= PROBLEM TO SOLVE =
The copy has to match the records word for word and include no pictures.

= EXTRACTED RECORDS =
++++++++++

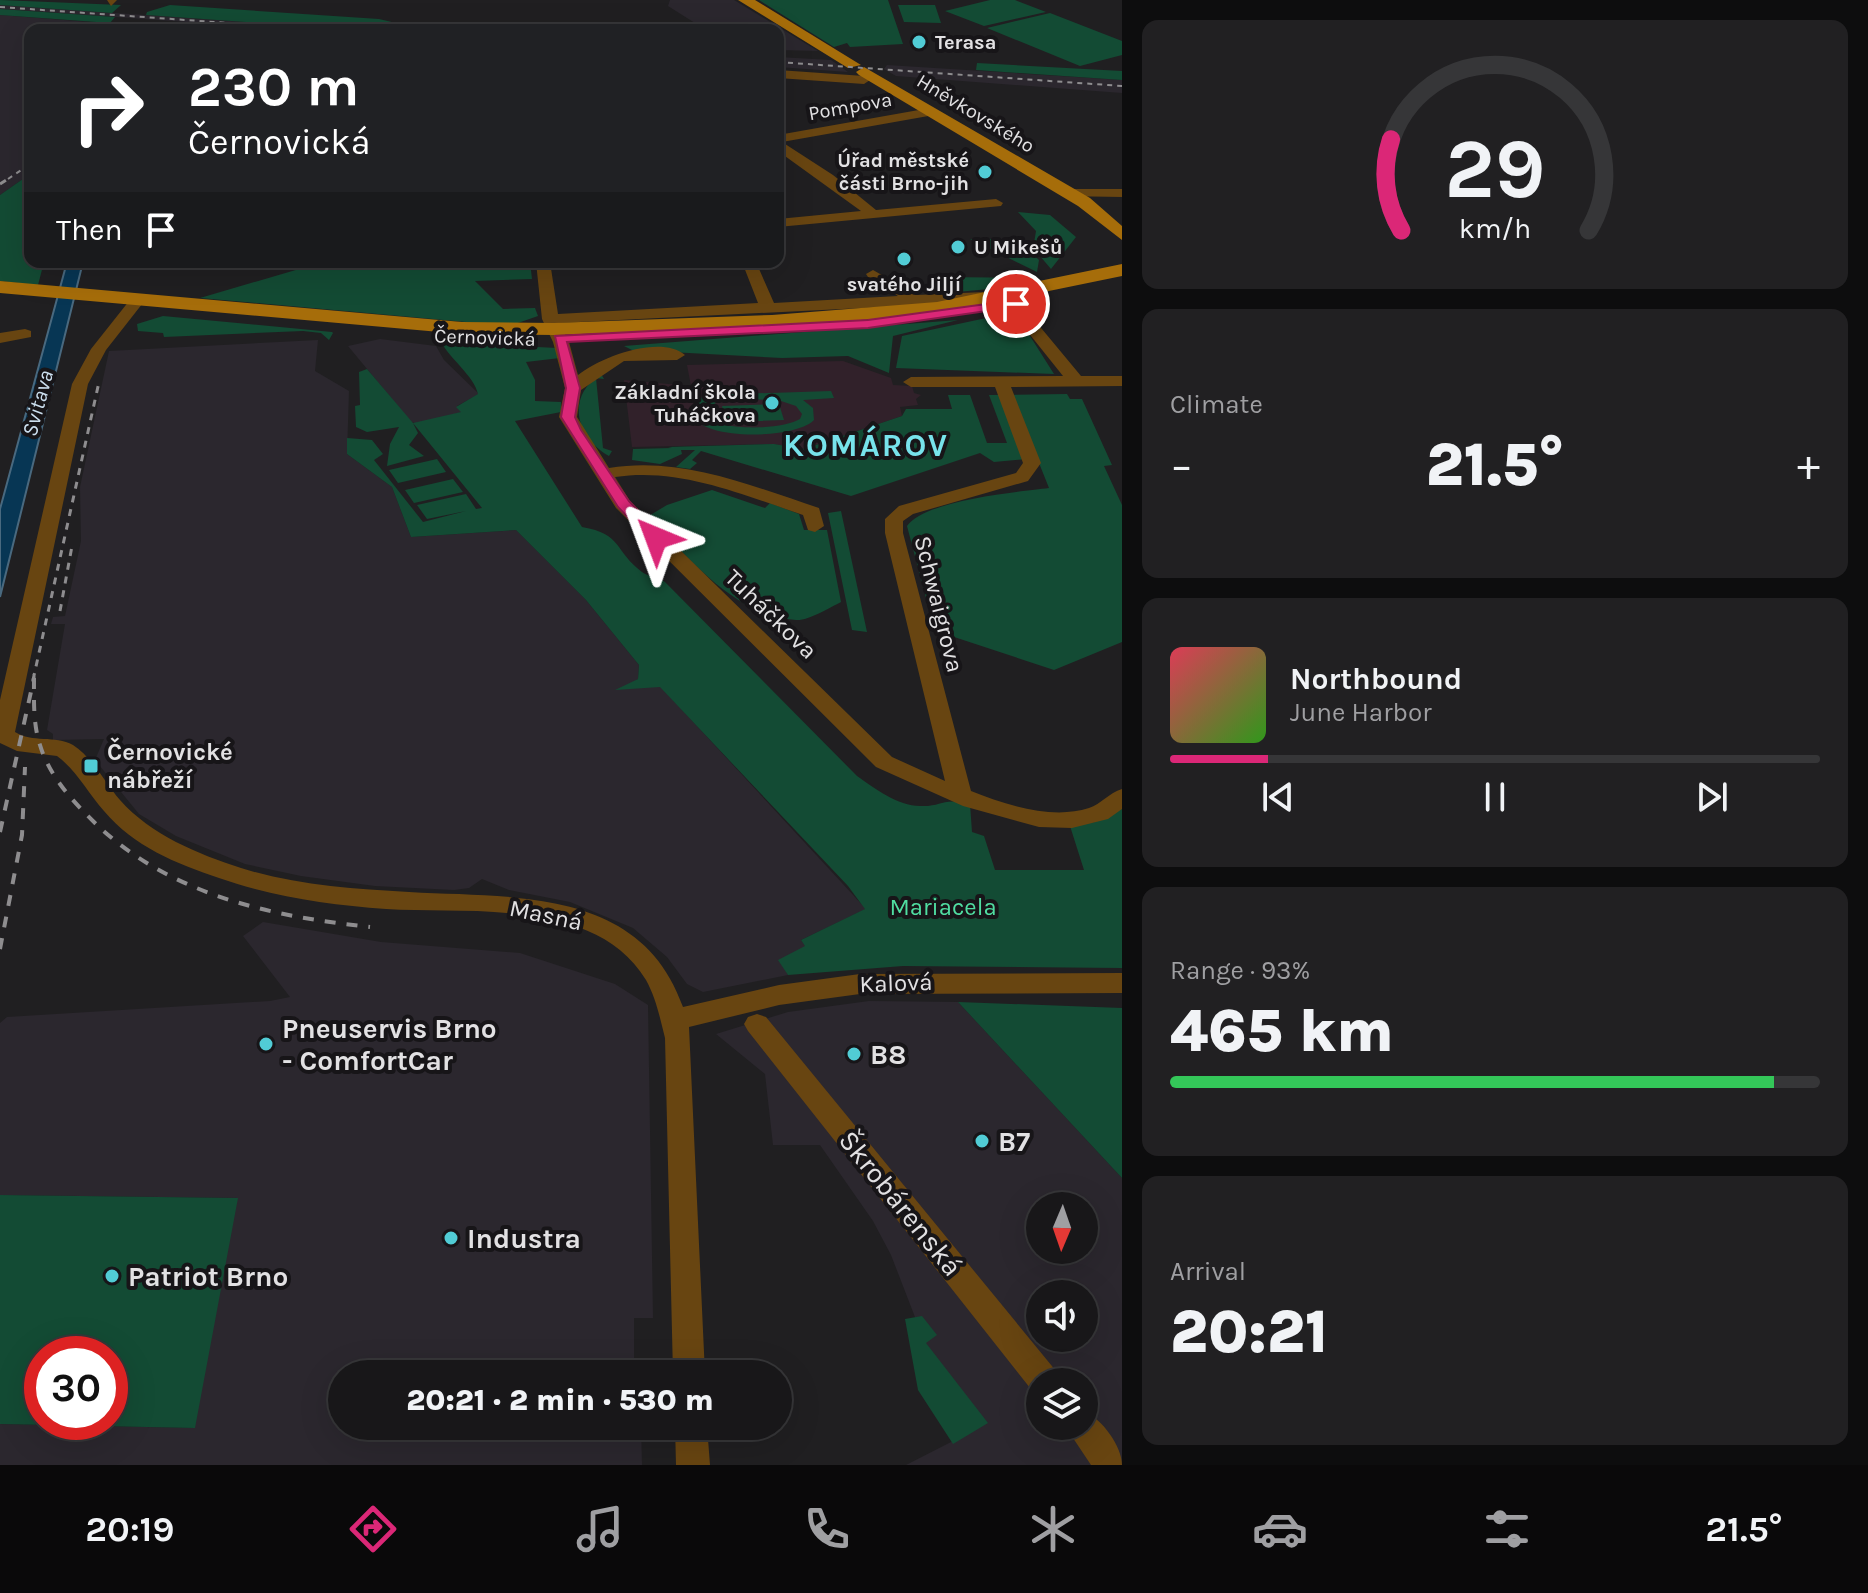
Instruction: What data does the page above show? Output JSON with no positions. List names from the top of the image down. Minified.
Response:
{"streets":{"main road":["Hněvkovského","Černovická"],"street":["Pompova","Schwaigrova","Tuháčkova","Masná","Kalová","Škrobárenská"]},"crossings":[["Pompova","Hněvkovského"],["Černovická","Tuháčkova"],["Černovická","Masná"],["Schwaigrova","Tuháčkova"],["Masná","Kalová"]],"districts":["KOMÁROV"],"water":["Svitava"],"parks":["Mariacela"],"places":{"other":["Terasa","Úřad městské části Brno-jih","U Mikešů","svatého Jiljí","Základní škola Tuháčkova","Pneuservis Brno - ComfortCar","B8","B7","Industra","Patriot Brno"],"transit":["Černovické nábřeží"]},"north":"bottom","page":{"turn":["230 m","Černovická"],"then":"Then","tile":["Climate",["Range · 93%","465 km"],["Arrival","20:21"]],"heat":["−","21.5°","+"],"song":["Northbound","June Harbor"],"limit":"30","trip":"20:21 · 2 min · 530 m","tabs":["20:19","21.5°"],"gauge":["29","km/h"]}}
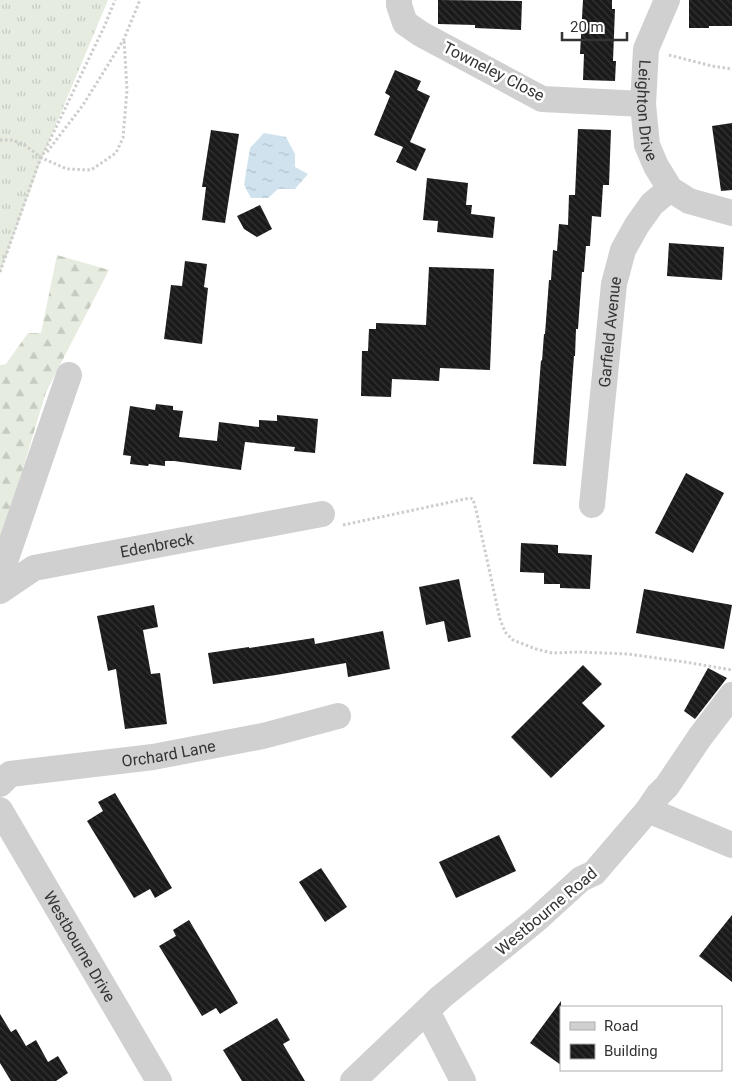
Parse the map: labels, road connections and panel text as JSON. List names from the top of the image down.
{
  "streets": {
    "street": [
      "Towneley Close",
      "Leighton Drive",
      "Garfield Avenue",
      "Edenbreck",
      "Orchard Lane",
      "Westbourne Road",
      "Westbourne Drive"
    ]
  },
  "crossings": [
    ["Towneley Close", "Leighton Drive"],
    ["Leighton Drive", "Garfield Avenue"]
  ],
  "legend": ["Road", "Building"],
  "scale_bar": "20 m"
}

++++++++++

= EXERCISE RESPONSE =
Instruction: What data does the page above show? Output JSON with no positions. List names from the top of the image down. Minified.
Response:
{"streets":{"main road":["Hněvkovského","Černovická"],"street":["Pompova","Schwaigrova","Tuháčkova","Masná","Kalová","Škrobárenská"]},"crossings":[["Pompova","Hněvkovského"],["Černovická","Tuháčkova"],["Černovická","Masná"],["Schwaigrova","Tuháčkova"],["Masná","Kalová"]],"districts":["KOMÁROV"],"water":["Svitava"],"parks":["Mariacela"],"places":{"other":["Terasa","Úřad městské části Brno-jih","U Mikešů","svatého Jiljí","Základní škola Tuháčkova","Pneuservis Brno - ComfortCar","B8","B7","Industra","Patriot Brno"],"transit":["Černovické nábřeží"]},"north":"bottom","page":{"turn":["230 m","Černovická"],"then":"Then","tile":["Climate",["Range · 93%","465 km"],["Arrival","20:21"]],"heat":["−","21.5°","+"],"song":["Northbound","June Harbor"],"limit":"30","trip":"20:21 · 2 min · 530 m","tabs":["20:19","21.5°"],"gauge":["29","km/h"]}}
Parse the map: labels, road connections and panel text as JSON. List names from the top of the image down.
{
  "streets": {
    "street": [
      "Towneley Close",
      "Leighton Drive",
      "Garfield Avenue",
      "Edenbreck",
      "Orchard Lane",
      "Westbourne Road",
      "Westbourne Drive"
    ]
  },
  "crossings": [
    ["Towneley Close", "Leighton Drive"],
    ["Leighton Drive", "Garfield Avenue"]
  ],
  "legend": ["Road", "Building"],
  "scale_bar": "20 m"
}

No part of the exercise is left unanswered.